By Robert Mohr
It reads like a bad joke: A 20-year-old college student with an almost empty passport (two trips to Canada) who vehemently avoided vegetables before his twentieth birthday attends a potluck dinner hosted by The Organization for Cross-Cultural Understanding (OCCU), which kicked off International Education Week.
The annual OCCU Potluck offers a window into the culinary culture of other countries located around the world. This year’s dinner proved to be an interesting and tasty look at how the rest of the world eats.
Mandy Tu (C’21), co-president of the OCCU, opened the annual potluck by sharing that “everyone who comes to Sewanee, whether they are international students or not, brings something distinctly unique with them… Sewanee prides itself on our sense of community and the potluck, inevitably, is a true testament to that.”
She explained the potluck is one of those events that don’t require a lot from its attendees.

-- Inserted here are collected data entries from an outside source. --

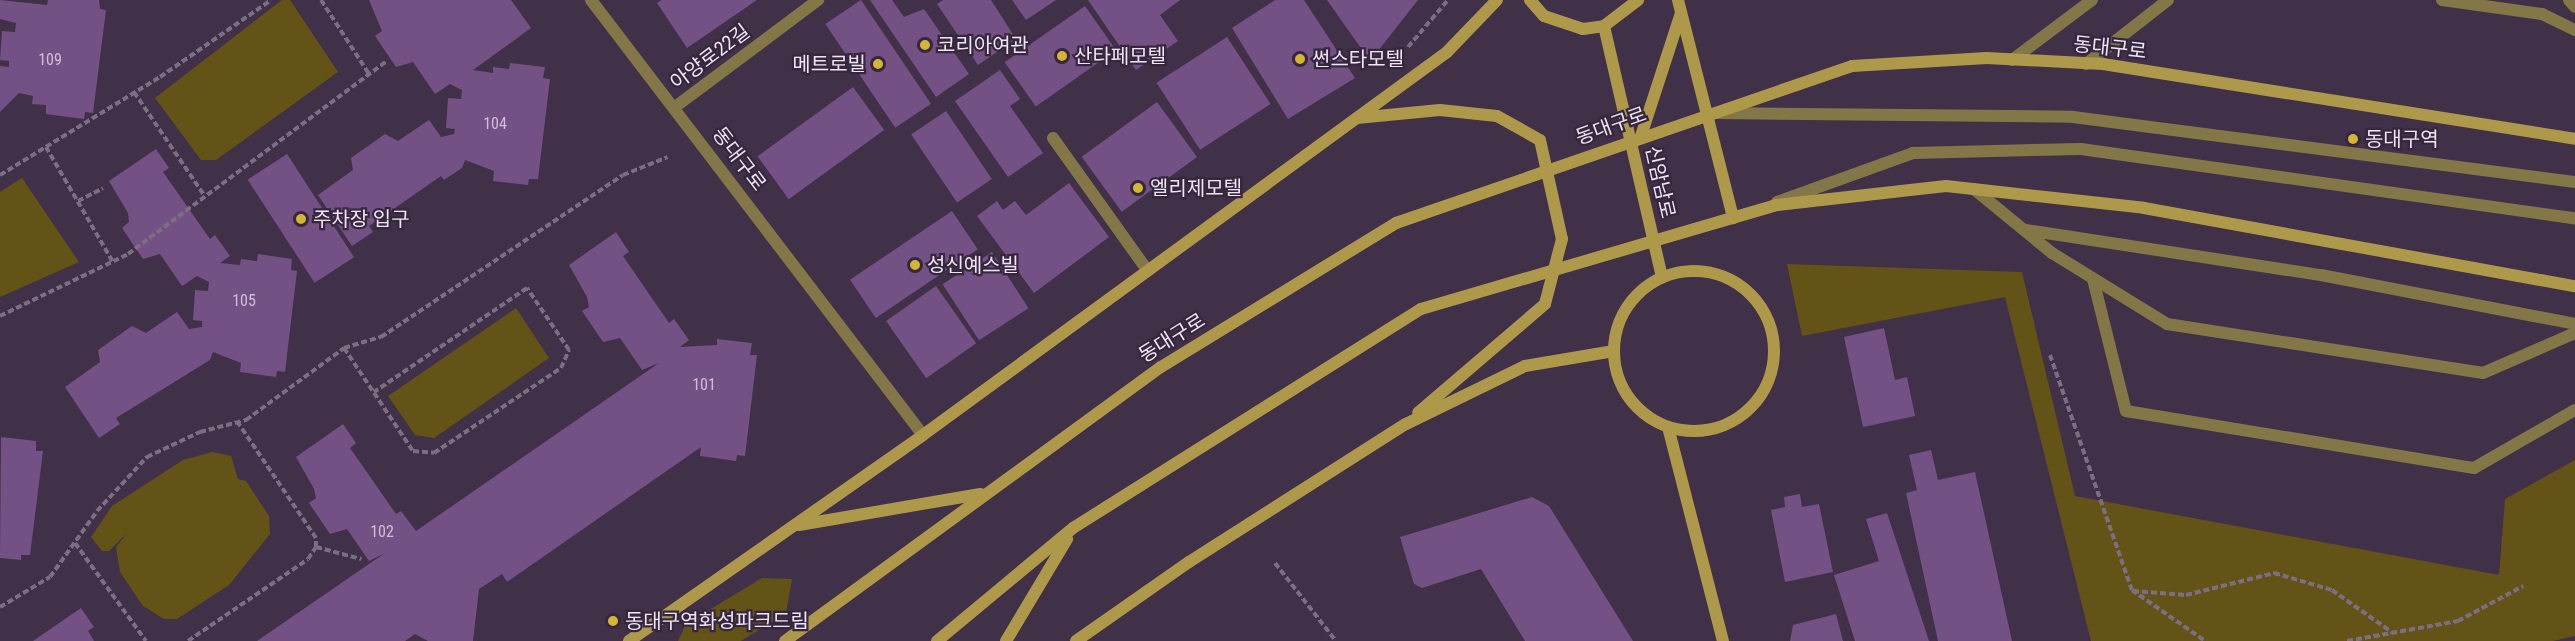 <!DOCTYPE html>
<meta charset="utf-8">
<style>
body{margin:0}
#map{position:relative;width:2575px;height:641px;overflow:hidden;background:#403048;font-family:"Roboto Condensed","Noto Sans KR",sans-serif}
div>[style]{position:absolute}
.green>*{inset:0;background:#635316}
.building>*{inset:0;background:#745185;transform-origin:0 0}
.path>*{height:4px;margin-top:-2px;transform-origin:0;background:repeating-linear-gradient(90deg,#7c6e83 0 6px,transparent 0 9px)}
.lane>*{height:12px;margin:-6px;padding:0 6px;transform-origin:6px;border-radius:6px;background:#837748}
.street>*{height:12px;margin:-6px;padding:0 6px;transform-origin:6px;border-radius:6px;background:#837748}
.secondary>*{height:12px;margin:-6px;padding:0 6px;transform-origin:6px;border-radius:6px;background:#ae994b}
.secondary>.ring{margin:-6px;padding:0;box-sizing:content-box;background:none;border:12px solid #ae994b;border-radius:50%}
.dots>*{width:16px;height:16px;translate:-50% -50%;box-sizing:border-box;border:3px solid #36263e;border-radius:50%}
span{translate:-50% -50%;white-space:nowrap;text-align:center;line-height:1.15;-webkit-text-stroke:4.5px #36263e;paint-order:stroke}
.number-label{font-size:16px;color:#d0bfd8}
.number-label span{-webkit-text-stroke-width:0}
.poi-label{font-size:20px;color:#eee4f3}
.left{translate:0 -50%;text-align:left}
.right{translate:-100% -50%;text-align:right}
.street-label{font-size:20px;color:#eee4f3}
</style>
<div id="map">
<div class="green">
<i style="clip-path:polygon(282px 0,290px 0,338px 72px,216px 160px,201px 160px,155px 98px)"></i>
<i style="clip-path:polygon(22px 178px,79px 262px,0 297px,0 192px)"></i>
<i style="clip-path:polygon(1787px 264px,2022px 272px,2075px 496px,2499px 575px,2505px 499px,2575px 460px,2575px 636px,2553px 641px,2091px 641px,2005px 297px,1802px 336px)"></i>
<i style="clip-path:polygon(516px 308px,549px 358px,434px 438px,415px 435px,388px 396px)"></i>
<i style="clip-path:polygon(212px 452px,231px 456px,238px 479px,246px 481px,269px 516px,270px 534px,229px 585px,177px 619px,164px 619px,143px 606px,120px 572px,116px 547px,127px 533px,109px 551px,102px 551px,91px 537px,112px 506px,183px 460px)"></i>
<i style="clip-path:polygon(762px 578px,792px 579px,786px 613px,741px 641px,678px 641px,686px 624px)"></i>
</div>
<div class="building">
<i style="clip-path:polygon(0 0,47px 5px,48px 0,99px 0,100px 9px,106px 10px,93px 113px,85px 112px,84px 119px,46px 114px,46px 105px,32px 104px,33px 96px,19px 93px,0 112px,0 66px,9px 67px,9px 61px,0 60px,2px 31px,15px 32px,16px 23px,0 19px)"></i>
<i style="clip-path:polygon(369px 0,511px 0,531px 28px,473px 70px,493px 73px,493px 67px,509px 69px,510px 63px,545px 67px,543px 78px,550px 79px,538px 179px,529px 179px,528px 185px,493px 181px,494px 171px,465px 160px,462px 168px,444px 180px,441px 176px,369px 226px,373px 232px,352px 246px,318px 195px,353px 170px,351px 158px,385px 134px,398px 141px,429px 120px,441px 137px,454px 134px,455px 129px,446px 128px,448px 98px,461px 99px,462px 90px,450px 84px,435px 94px,413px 62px,396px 67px,375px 36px,382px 31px)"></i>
<i style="clip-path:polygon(662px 0,757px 0,687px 48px,657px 3px)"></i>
<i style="left:861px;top:0;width:125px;height:43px;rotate:56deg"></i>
<i style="clip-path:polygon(870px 0,892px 0,904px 17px,924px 9px,969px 74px,936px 97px)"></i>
<i style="clip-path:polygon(943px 0,991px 0,1016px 39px,978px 65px,937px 4px)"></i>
<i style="clip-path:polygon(1012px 0,1056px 0,1026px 20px)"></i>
<i style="clip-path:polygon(1088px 0,1180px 0,1160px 15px,1178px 41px,1136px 70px)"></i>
<i style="clip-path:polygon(1275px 0,1304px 0,1355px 78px,1288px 119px,1232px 28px)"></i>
<i style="clip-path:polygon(1327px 0,1418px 0,1370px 61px)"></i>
<i style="left:1085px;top:6px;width:54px;height:98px;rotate:55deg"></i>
<i style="left:1227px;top:37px;width:80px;height:84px;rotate:57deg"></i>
<i style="clip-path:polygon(1000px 70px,1020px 99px,1010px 106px,1043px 153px,1008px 177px,955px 101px)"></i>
<i style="left:853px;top:87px;width:53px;height:118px;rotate:54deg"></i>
<i style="left:1157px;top:102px;width:68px;height:93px;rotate:54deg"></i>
<i style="left:946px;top:111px;width:82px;height:42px;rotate:56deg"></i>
<i style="clip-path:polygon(156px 149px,169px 168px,163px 172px,210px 239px,215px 235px,230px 256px,220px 263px,240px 265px,241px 259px,257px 261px,258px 254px,292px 259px,291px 270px,297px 271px,285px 372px,277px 371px,276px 377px,240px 372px,241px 363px,213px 352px,210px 360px,116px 418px,120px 424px,99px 438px,65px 387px,100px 362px,98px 350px,132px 326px,146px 333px,177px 312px,189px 329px,202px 327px,202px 321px,193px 320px,195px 290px,208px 291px,209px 282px,197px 276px,182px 286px,160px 254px,143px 259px,122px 228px,129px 222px,128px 213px,109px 181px)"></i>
<i style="left:287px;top:154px;width:123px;height:47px;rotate:57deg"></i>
<i style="clip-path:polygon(1069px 183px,1109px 237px,1034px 293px,977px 216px,997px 201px,1003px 210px,1015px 201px,1026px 215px)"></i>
<i style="left:952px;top:211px;width:46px;height:123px;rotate:56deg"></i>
<i style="clip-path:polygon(616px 232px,629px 252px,623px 256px,669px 323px,674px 319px,689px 340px,680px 347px,717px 345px,717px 339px,752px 343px,750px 355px,757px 355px,745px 456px,737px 455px,736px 461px,700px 456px,701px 447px,507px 582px,502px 574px,479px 589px,473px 641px,428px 641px,415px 634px,405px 641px,257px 641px,385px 553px,369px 561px,347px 529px,330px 534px,309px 503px,316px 498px,314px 489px,296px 457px,343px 424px,356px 443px,350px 448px,396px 514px,401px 511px,416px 531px,659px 363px,642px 370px,620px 338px,603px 342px,582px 311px,589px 307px,587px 297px,569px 265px)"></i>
<i style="left:992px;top:252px;width:67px;height:59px;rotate:57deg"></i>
<i style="left:936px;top:286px;width:70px;height:61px;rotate:55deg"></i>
<i style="clip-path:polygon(1884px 328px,1895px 380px,1907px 377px,1915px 416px,1863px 427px,1844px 337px)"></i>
<i style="clip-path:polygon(1px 437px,36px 441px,36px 451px,43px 451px,30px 555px,21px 555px,21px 560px,0 558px)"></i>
<i style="clip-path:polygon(1931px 450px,1938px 480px,1975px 472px,2012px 641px,1938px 641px,1906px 493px,1917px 490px,1909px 455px)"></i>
<i style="clip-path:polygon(1800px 494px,1802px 507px,1819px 504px,1833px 572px,1785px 582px,1771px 510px,1785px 507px,1784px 497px)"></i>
<i style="clip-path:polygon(1532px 497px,1549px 506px,1633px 641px,1525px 641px,1481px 569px,1422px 588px,1414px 584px,1400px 537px)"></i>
<i style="clip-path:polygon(1887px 513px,1929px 641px,1855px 641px,1834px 575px,1879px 561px,1866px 519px)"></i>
<i style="clip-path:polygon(81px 608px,94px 627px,88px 631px,94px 641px,33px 641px)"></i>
<i style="clip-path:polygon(1836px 614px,1843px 641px,1790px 641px,1793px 625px)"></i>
</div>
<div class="path">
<i style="left:321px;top:0;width:88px;rotate:57deg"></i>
<i style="left:1408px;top:47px;width:62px;rotate:-49.6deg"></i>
<i style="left:134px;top:92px;width:125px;rotate:55.8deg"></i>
<i style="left:46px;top:147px;width:133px;rotate:59.8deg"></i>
<i style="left:0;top:175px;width:188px;rotate:-31.5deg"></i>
<i style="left:160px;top:77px;width:135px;rotate:-34.7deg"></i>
<i style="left:78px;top:201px;width:28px;rotate:-27deg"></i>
<i style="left:0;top:316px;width:142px;rotate:-25.8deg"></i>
<i style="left:128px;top:254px;width:323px;rotate:-36.7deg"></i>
<i style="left:344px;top:348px;width:39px;rotate:-17deg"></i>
<i style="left:381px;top:337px;width:291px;rotate:-33.8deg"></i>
<i style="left:623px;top:175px;width:48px;rotate:-21.8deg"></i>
<i style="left:2050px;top:355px;width:249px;rotate:70.8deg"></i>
<i style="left:2132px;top:590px;width:89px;rotate:34.9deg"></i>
<i style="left:75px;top:543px;width:121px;rotate:54.1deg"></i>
<i style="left:316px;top:547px;width:47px;rotate:14.9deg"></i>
<i style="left:1275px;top:563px;width:99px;rotate:52deg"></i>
<i style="left:2133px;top:591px;width:53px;rotate:4.3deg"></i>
<i style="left:2186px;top:595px;width:91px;rotate:-14deg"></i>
<i style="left:2274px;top:573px;width:60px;rotate:16.3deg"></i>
<i style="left:2332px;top:590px;width:75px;rotate:35.2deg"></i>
<i style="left:0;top:607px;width:58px;rotate:-31deg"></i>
<i style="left:50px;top:577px;width:81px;rotate:-54.5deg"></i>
<i style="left:97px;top:511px;width:74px;rotate:-47.2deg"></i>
<i style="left:147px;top:457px;width:59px;rotate:-25.3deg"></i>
<i style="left:200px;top:432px;width:48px;rotate:-14.6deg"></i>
<i style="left:246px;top:420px;width:122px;rotate:-36.3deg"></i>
<i style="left:344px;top:348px;width:124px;rotate:56.2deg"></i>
<i style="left:413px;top:451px;width:21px;rotate:5deg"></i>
<i style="left:434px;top:453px;width:153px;rotate:-33.8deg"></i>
<i style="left:561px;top:368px;width:20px;rotate:-66deg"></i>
<i style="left:569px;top:350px;width:75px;rotate:-124.1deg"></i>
<i style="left:527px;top:288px;width:185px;rotate:145.8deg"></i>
<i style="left:188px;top:641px;width:145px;rotate:-34.3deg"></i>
<i style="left:308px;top:559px;width:14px;rotate:-56deg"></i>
<i style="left:316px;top:547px;width:9px;rotate:-90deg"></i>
<i style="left:316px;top:538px;width:139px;rotate:-124.1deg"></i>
<i style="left:2347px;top:641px;width:113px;rotate:-10.2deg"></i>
<i style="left:2458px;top:621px;width:74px;rotate:-28.3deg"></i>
</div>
<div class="lane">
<i style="left:2442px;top:0;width:101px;rotate:8deg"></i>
<i style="left:2542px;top:14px;width:37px;rotate:26deg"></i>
<i style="left:2569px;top:0;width:9px;rotate:49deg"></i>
<i style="left:2012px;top:60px;width:100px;rotate:-36.9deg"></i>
<i style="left:2086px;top:64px;width:104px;rotate:-38deg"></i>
<i style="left:1716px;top:113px;width:357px;rotate:0.6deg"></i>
<i style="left:2073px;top:117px;width:506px;rotate:7.38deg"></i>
<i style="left:1053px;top:138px;width:163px;rotate:54.5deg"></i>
<i style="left:1974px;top:189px;width:101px;rotate:39.4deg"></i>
<i style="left:2052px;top:253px;width:135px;rotate:31.7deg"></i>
<i style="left:2167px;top:324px;width:320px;rotate:8.8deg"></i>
<i style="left:2483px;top:373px;width:100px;rotate:-23.5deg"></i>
<i style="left:1777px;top:202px;width:145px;rotate:-19.8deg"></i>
<i style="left:1913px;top:153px;width:168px;rotate:-1.4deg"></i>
<i style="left:2081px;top:149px;width:499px;rotate:8deg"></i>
<i style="left:2026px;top:230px;width:298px;rotate:8.7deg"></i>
<i style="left:2321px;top:275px;width:259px;rotate:10.9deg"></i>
<i style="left:2093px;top:279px;width:136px;rotate:76deg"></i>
<i style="left:2126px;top:411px;width:353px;rotate:9.3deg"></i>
<i style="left:2474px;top:468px;width:116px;rotate:-29.9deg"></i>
</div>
<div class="street">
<i style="left:591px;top:0;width:547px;rotate:52.65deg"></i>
<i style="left:675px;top:107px;width:179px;rotate:-36.8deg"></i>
</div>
<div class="secondary">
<i style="left:1530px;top:0;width:21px;rotate:49deg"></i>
<i style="left:1544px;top:16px;width:41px;rotate:18.4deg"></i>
<i style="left:1583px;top:29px;width:21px;rotate:-8deg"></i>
<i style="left:1604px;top:26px;width:43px;rotate:-37.4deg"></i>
<i style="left:1678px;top:0;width:225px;rotate:75.8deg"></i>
<i style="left:1604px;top:26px;width:258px;rotate:77deg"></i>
<i style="left:1357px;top:118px;width:83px;rotate:-5.5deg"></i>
<i style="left:1440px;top:110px;width:57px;rotate:6deg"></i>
<i style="left:1497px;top:116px;width:49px;rotate:29.2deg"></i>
<i style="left:1540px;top:140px;width:101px;rotate:77.5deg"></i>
<i style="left:1562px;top:239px;width:67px;rotate:104.7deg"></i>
<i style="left:1545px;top:304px;width:167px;rotate:139.4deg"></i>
<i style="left:1641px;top:136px;width:129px;rotate:-72deg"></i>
<i class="ring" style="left:1614px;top:271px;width:148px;height:148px"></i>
<i style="left:1668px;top:427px;width:221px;rotate:75.6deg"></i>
<i style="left:799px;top:525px;width:184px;rotate:-9.7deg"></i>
<i style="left:629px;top:641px;width:359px;rotate:-35deg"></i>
<i style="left:923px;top:435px;width:649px;rotate:-36.16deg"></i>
<i style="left:1447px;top:52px;width:72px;rotate:-46.1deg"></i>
<i style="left:785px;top:641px;width:465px;rotate:-36.1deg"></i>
<i style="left:1161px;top:367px;width:276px;rotate:-31.5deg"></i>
<i style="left:1396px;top:223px;width:482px;rotate:-19deg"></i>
<i style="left:1852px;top:66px;width:135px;rotate:-3.4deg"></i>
<i style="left:1987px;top:58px;width:116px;rotate:3deg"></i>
<i style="left:2103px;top:64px;width:478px;rotate:9deg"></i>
<i style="left:937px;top:641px;width:177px;rotate:-39.7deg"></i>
<i style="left:1073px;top:528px;width:411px;rotate:-32.2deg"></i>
<i style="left:1421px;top:309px;width:371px;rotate:-16.3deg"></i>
<i style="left:1777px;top:205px;width:170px;rotate:-6.4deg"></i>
<i style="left:1946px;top:186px;width:199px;rotate:6.3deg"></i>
<i style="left:2144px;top:208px;width:438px;rotate:10.3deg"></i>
<i style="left:1006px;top:641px;width:119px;rotate:-59.1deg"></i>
<i style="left:1076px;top:641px;width:138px;rotate:-35deg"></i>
<i style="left:1189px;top:562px;width:257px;rotate:-32.5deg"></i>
<i style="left:1406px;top:424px;width:132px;rotate:-26deg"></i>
<i style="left:1525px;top:366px;width:90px;rotate:-9.6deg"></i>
</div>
<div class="dots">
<i style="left:925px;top:45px;background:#d5b535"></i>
<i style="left:1062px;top:56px;background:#d5b535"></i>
<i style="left:1300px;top:59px;background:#d5b535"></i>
<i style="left:878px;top:64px;background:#d5b535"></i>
<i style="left:2353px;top:139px;background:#d5b535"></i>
<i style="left:1138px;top:188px;background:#d5b535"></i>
<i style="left:301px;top:219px;background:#d5b535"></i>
<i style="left:915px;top:265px;background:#d5b535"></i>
<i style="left:613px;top:621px;background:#d5b535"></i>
</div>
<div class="number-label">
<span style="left:50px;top:60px">109</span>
<span style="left:495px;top:124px">104</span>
<span style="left:244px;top:301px">105</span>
<span style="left:704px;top:385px">101</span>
<span style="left:382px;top:532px">102</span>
</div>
<div class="poi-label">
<span class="left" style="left:937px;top:45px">코리아여관</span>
<span class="left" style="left:1074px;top:56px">산타페모텔</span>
<span class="left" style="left:1312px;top:59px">썬스타모텔</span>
<span class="right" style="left:866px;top:64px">메트로빌</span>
<span class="left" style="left:2365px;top:139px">동대구역</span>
<span class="left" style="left:1150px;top:188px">엘리제모텔</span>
<span class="left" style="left:313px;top:219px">주차장 입구</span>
<span class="left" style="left:927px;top:265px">성신예스빌</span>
<span class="left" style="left:625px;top:621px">동대구역화성파크드림</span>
</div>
<div class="street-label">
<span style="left:2110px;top:48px;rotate:6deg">동대구로</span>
<span style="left:710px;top:57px;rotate:-37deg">아양로22길</span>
<span style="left:1611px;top:126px;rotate:-20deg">동대구로</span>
<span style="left:739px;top:159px;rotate:53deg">동대구로</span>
<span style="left:1660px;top:182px;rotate:77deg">신암남로</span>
<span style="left:1172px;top:338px;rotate:-32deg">동대구로</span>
</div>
</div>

Rather, the OCCU asks that “you show up, you bring something to share, to join in this community that is comprised of so many amazing individuals, and get to know them better.”
A notable dish was “aloo tikki,” or vegetarian potato cutlets. Originating from Myanmar, this recipe seasons the cutlets with garlic and onion powder, along with black pepper. Cutlets originated in France around 1682 and made their way to the Indian subcontinent by way of either the Dutch or the Portuguese in the 18th century.
Basmati rice was another thoroughly enjoyed dish. The aromatic rice, which is longer and slimmer than traditional rice, comes from a Hindustani word which translates to “fragrant.” In 2018, India was responsible for 90 percent of all basmati rice exportation, with Pakistan contributing the other ten percent.
The Japanese sushi Oinrisan, also called inarizushi, consists of rice inside of a deep fried tofu pocket. It was surprising to see that sushi could be served without fish. The dish was originally used to honor the Japanese deity Inari, who protects crops. Represented by fox statues, people would bring aburaage, or deep fried tofu pockets, to shrines in Japan to pay homage to Inari.
Tu talked about the bittersweetness that accompanies her last year spearheading the event. While putting together such an event is certainly taxing, she clarified that seeing it all comes together makes all the hard work pay off.
“There’s also this trap that you can fall into, of asking minority students to cook the dishes for everyone else to eat. What are the local students bringing to the table?” she posited. “There has to be some give and take. So when people complain that there wasn’t enough food, I ask them to reflect on who it was who actually brought the food and who came to consume it.”